(Working data Opens)

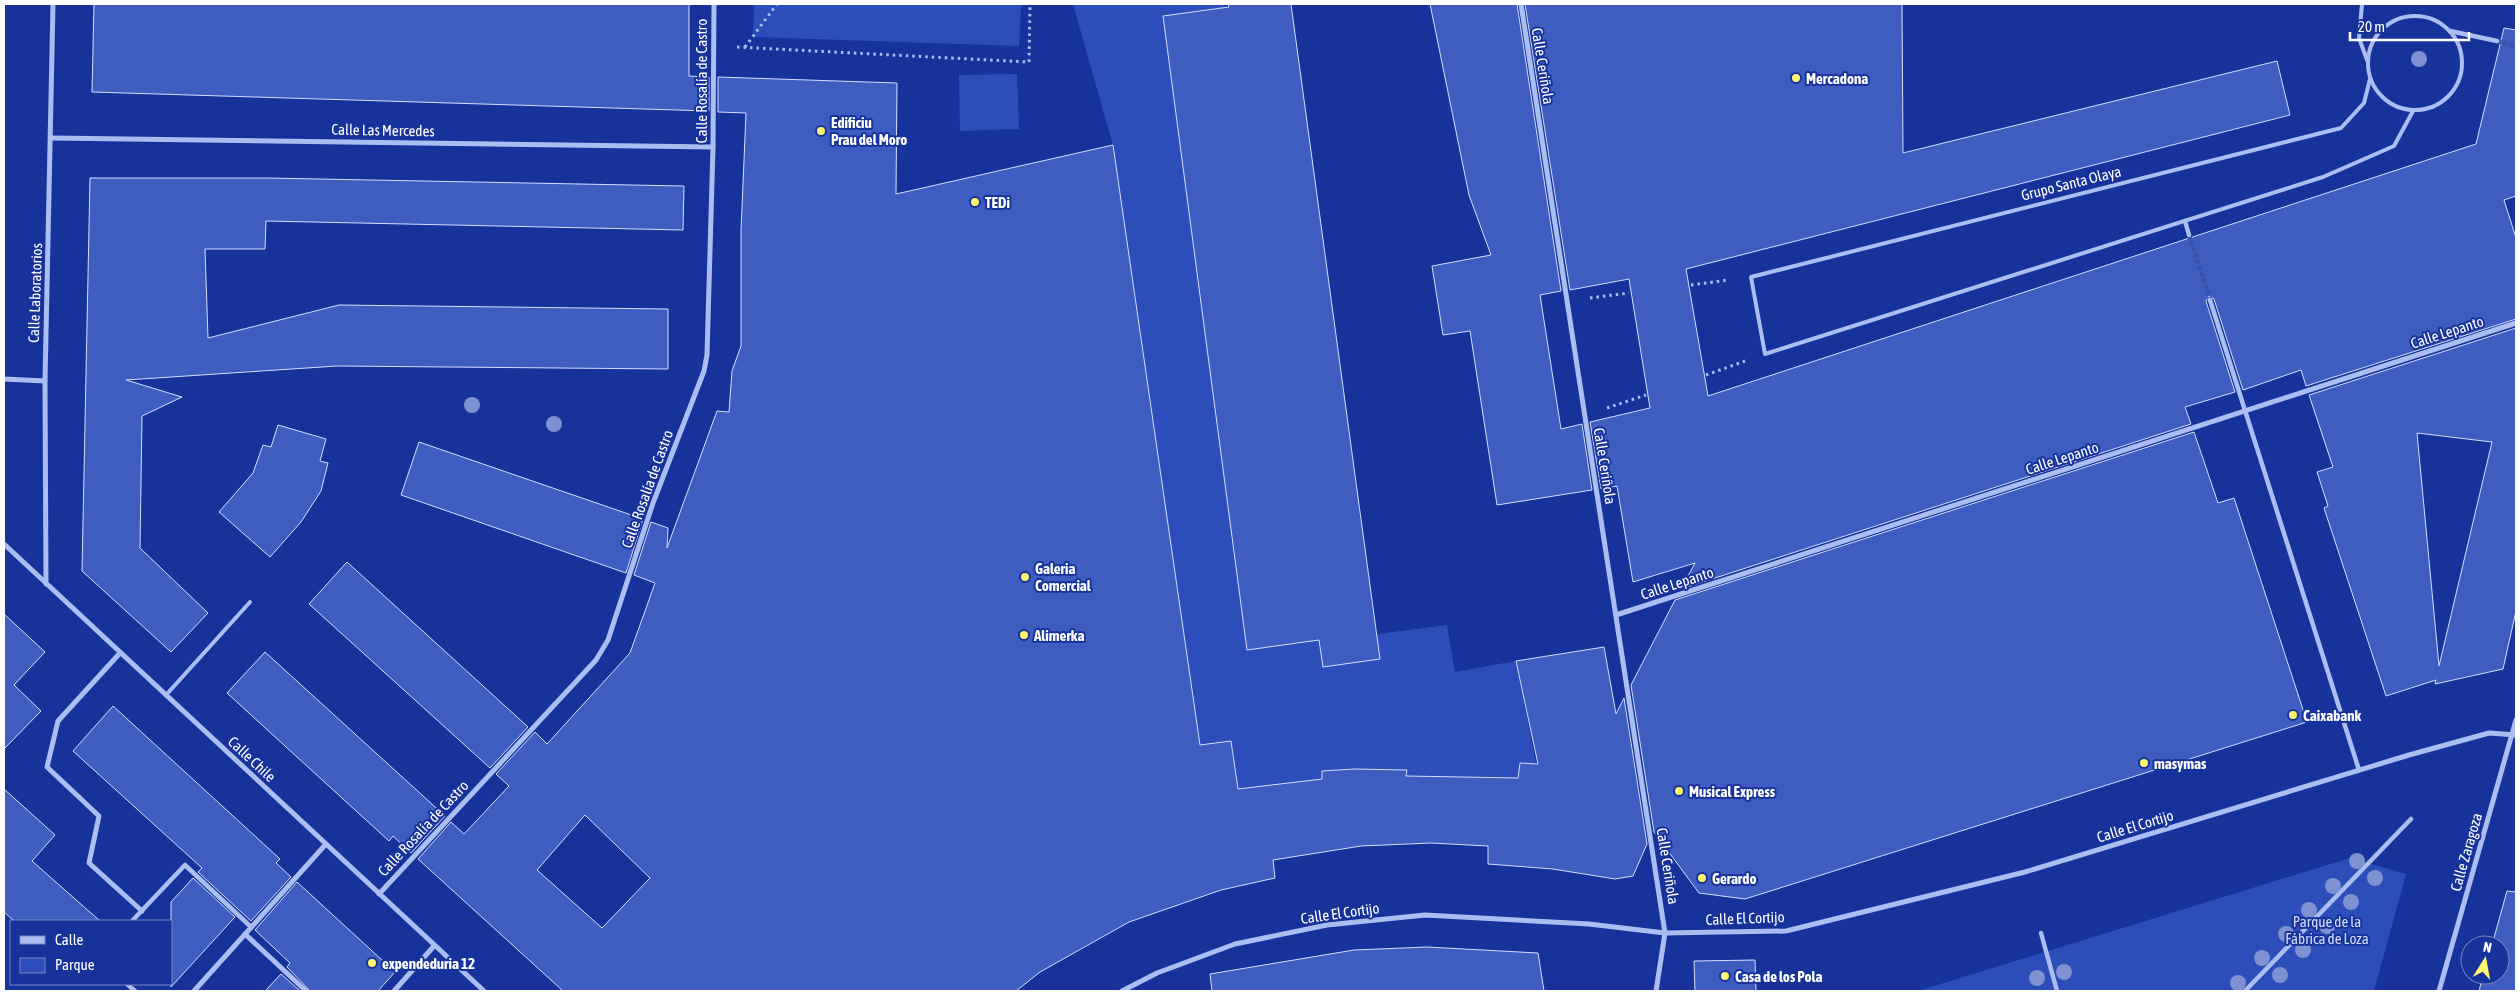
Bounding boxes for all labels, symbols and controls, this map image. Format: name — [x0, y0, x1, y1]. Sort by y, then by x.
scale bar — [2350, 10, 2469, 42]
text: 20 m — [2358, 18, 2385, 35]
street label: Calle Rosalía de Castro — [693, 19, 710, 143]
street label: Calle Ceriñola — [1529, 27, 1557, 105]
place label: Mercadona — [1806, 70, 1868, 87]
marker: Mercadona — [1790, 72, 1802, 84]
place label: Edificiu Prau del Moro — [831, 114, 907, 148]
street label: Calle Las Mercedes — [331, 121, 435, 139]
marker: Edificiu Prau del Moro — [815, 125, 827, 137]
street label: Grupo Santa Olaya — [2019, 162, 2123, 204]
place label: TEDi — [985, 194, 1010, 211]
marker: TEDi — [969, 196, 981, 208]
street label: Calle Laboratorios — [25, 243, 45, 343]
street label: Calle Lepanto — [2408, 312, 2486, 352]
street label: Calle Ceriñola — [1591, 427, 1619, 505]
street label: Calle Rosalía de Castro — [618, 428, 676, 550]
street label: Calle Lepanto — [2023, 438, 2101, 478]
place label: Galeria Comercial — [1035, 560, 1092, 594]
street label: Calle Lepanto — [1638, 563, 1716, 603]
marker: Galeria Comercial — [1019, 571, 1031, 583]
place label: Alimerka — [1033, 627, 1084, 644]
marker: Alimerka — [1018, 629, 1030, 641]
place label: Caixabank — [2303, 707, 2362, 724]
marker: Caixabank — [2287, 709, 2299, 721]
street label: Calle Chile — [225, 733, 279, 785]
place label: masymas — [2154, 755, 2207, 772]
marker: masymas — [2138, 757, 2150, 769]
street label: Calle Rosalía de Castro — [374, 777, 472, 879]
place label: Musical Express — [1689, 783, 1776, 800]
marker: Musical Express — [1673, 785, 1685, 797]
street label: Calle El Cortijo — [2095, 806, 2175, 846]
street label: Calle Zaragoza — [2447, 811, 2485, 893]
street label: Calle Ceriñola — [1654, 827, 1682, 905]
place label: Gerardo — [1712, 870, 1756, 887]
marker: Gerardo — [1696, 872, 1708, 884]
street label: Calle El Cortijo — [1300, 899, 1380, 927]
street label: Calle El Cortijo — [1705, 908, 1785, 928]
park label: Parque de la Fábrica de Loza — [2285, 913, 2369, 947]
legend — [10, 920, 172, 985]
text: Calle — [55, 931, 84, 948]
north arrow — [2460, 935, 2510, 985]
text: N — [2482, 939, 2493, 956]
place label: expendeduria 12 — [382, 955, 475, 972]
text: Parque — [55, 956, 95, 973]
marker: expendeduria 12 — [366, 957, 378, 969]
place label: Casa de los Pola — [1735, 968, 1822, 985]
marker: Casa de los Pola — [1719, 970, 1731, 982]

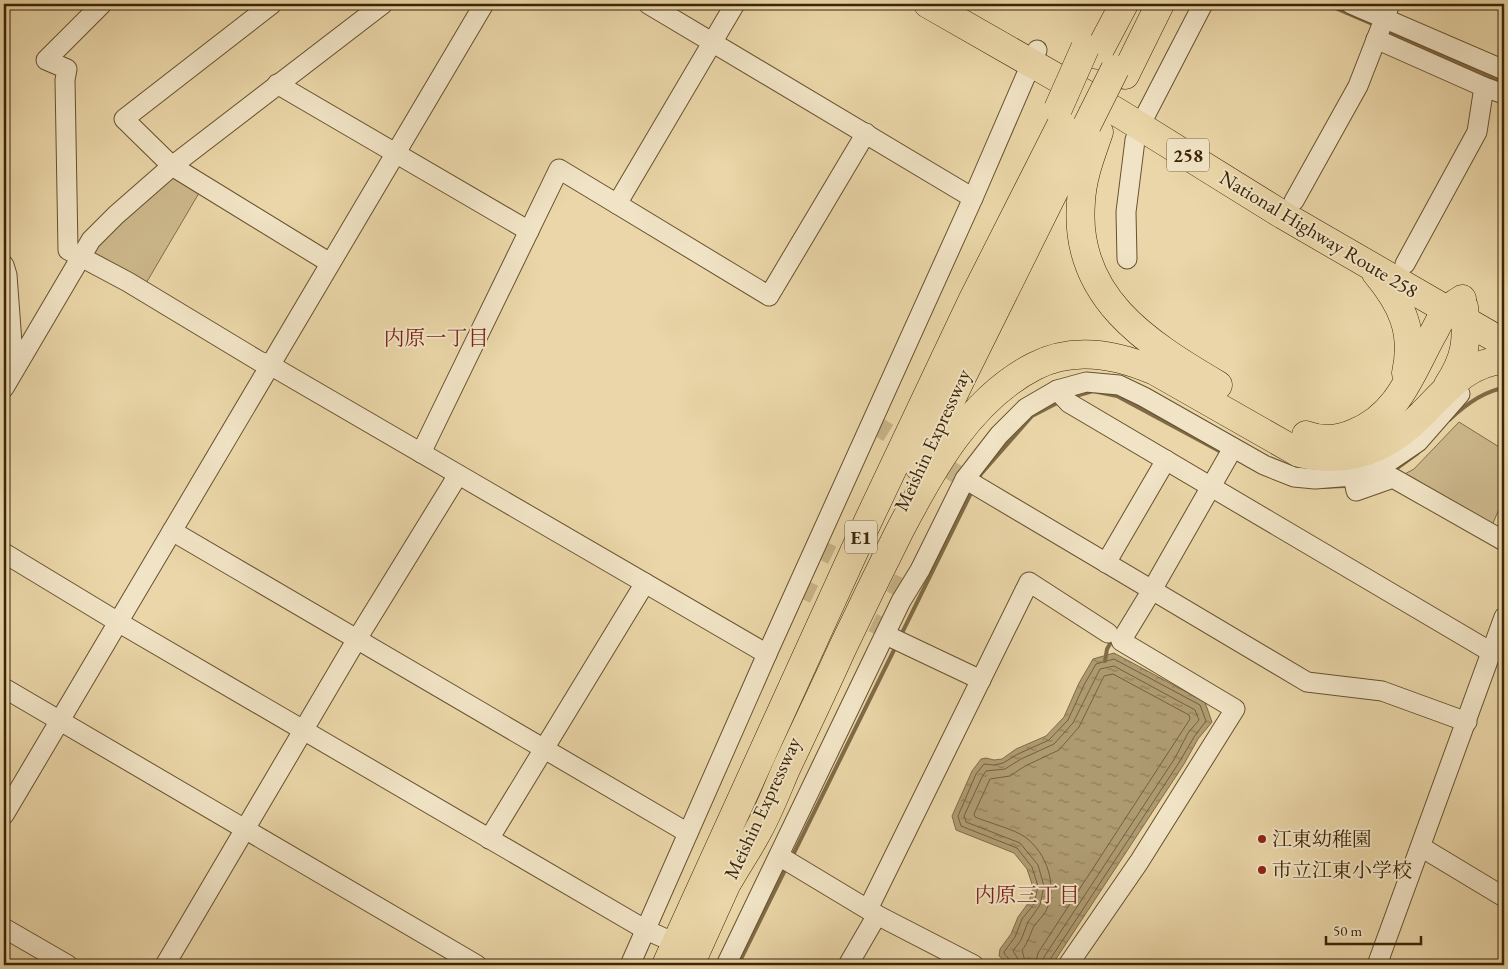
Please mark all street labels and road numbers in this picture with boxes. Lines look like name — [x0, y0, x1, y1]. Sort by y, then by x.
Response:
road number: 258 — [1167, 138, 1209, 172]
street label: National Highway Route 258 — [1215, 164, 1423, 304]
street label: Meishin Expressway — [888, 364, 976, 515]
road number: E1 — [845, 520, 877, 554]
street label: Meishin Expressway — [718, 732, 806, 883]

(Working data Closes)

_Try it:_
From the first line to the last, give the data again exactly, but without pictures.

_Your response:_
Bounding boxes for all labels, symbols and controls, this map image. Format: name — [x0, y0, x1, y1]. Sort by y, then by x.
scale bar — [2350, 10, 2469, 42]
text: 20 m — [2358, 18, 2385, 35]
street label: Calle Rosalía de Castro — [693, 19, 710, 143]
street label: Calle Ceriñola — [1529, 27, 1557, 105]
place label: Mercadona — [1806, 70, 1868, 87]
marker: Mercadona — [1790, 72, 1802, 84]
place label: Edificiu Prau del Moro — [831, 114, 907, 148]
street label: Calle Las Mercedes — [331, 121, 435, 139]
marker: Edificiu Prau del Moro — [815, 125, 827, 137]
street label: Grupo Santa Olaya — [2019, 162, 2123, 204]
place label: TEDi — [985, 194, 1010, 211]
marker: TEDi — [969, 196, 981, 208]
street label: Calle Laboratorios — [25, 243, 45, 343]
street label: Calle Lepanto — [2408, 312, 2486, 352]
street label: Calle Ceriñola — [1591, 427, 1619, 505]
street label: Calle Rosalía de Castro — [618, 428, 676, 550]
street label: Calle Lepanto — [2023, 438, 2101, 478]
place label: Galeria Comercial — [1035, 560, 1092, 594]
street label: Calle Lepanto — [1638, 563, 1716, 603]
marker: Galeria Comercial — [1019, 571, 1031, 583]
place label: Alimerka — [1033, 627, 1084, 644]
marker: Alimerka — [1018, 629, 1030, 641]
place label: Caixabank — [2303, 707, 2362, 724]
marker: Caixabank — [2287, 709, 2299, 721]
street label: Calle Chile — [225, 733, 279, 785]
place label: masymas — [2154, 755, 2207, 772]
marker: masymas — [2138, 757, 2150, 769]
street label: Calle Rosalía de Castro — [374, 777, 472, 879]
place label: Musical Express — [1689, 783, 1776, 800]
marker: Musical Express — [1673, 785, 1685, 797]
street label: Calle El Cortijo — [2095, 806, 2175, 846]
street label: Calle Zaragoza — [2447, 811, 2485, 893]
street label: Calle Ceriñola — [1654, 827, 1682, 905]
place label: Gerardo — [1712, 870, 1756, 887]
marker: Gerardo — [1696, 872, 1708, 884]
street label: Calle El Cortijo — [1300, 899, 1380, 927]
street label: Calle El Cortijo — [1705, 908, 1785, 928]
park label: Parque de la Fábrica de Loza — [2285, 913, 2369, 947]
legend — [10, 920, 172, 985]
text: Calle — [55, 931, 84, 948]
north arrow — [2460, 935, 2510, 985]
text: N — [2482, 939, 2493, 956]
place label: expendeduria 12 — [382, 955, 475, 972]
text: Parque — [55, 956, 95, 973]
marker: expendeduria 12 — [366, 957, 378, 969]
place label: Casa de los Pola — [1735, 968, 1822, 985]
marker: Casa de los Pola — [1719, 970, 1731, 982]

Please mark all street labels and road numbers in this picture with boxes. Lines look like name — [x0, y0, x1, y1]. Sort by y, then by x.
Response:
road number: 258 — [1167, 138, 1209, 172]
street label: National Highway Route 258 — [1215, 164, 1423, 304]
street label: Meishin Expressway — [888, 364, 976, 515]
road number: E1 — [845, 520, 877, 554]
street label: Meishin Expressway — [718, 732, 806, 883]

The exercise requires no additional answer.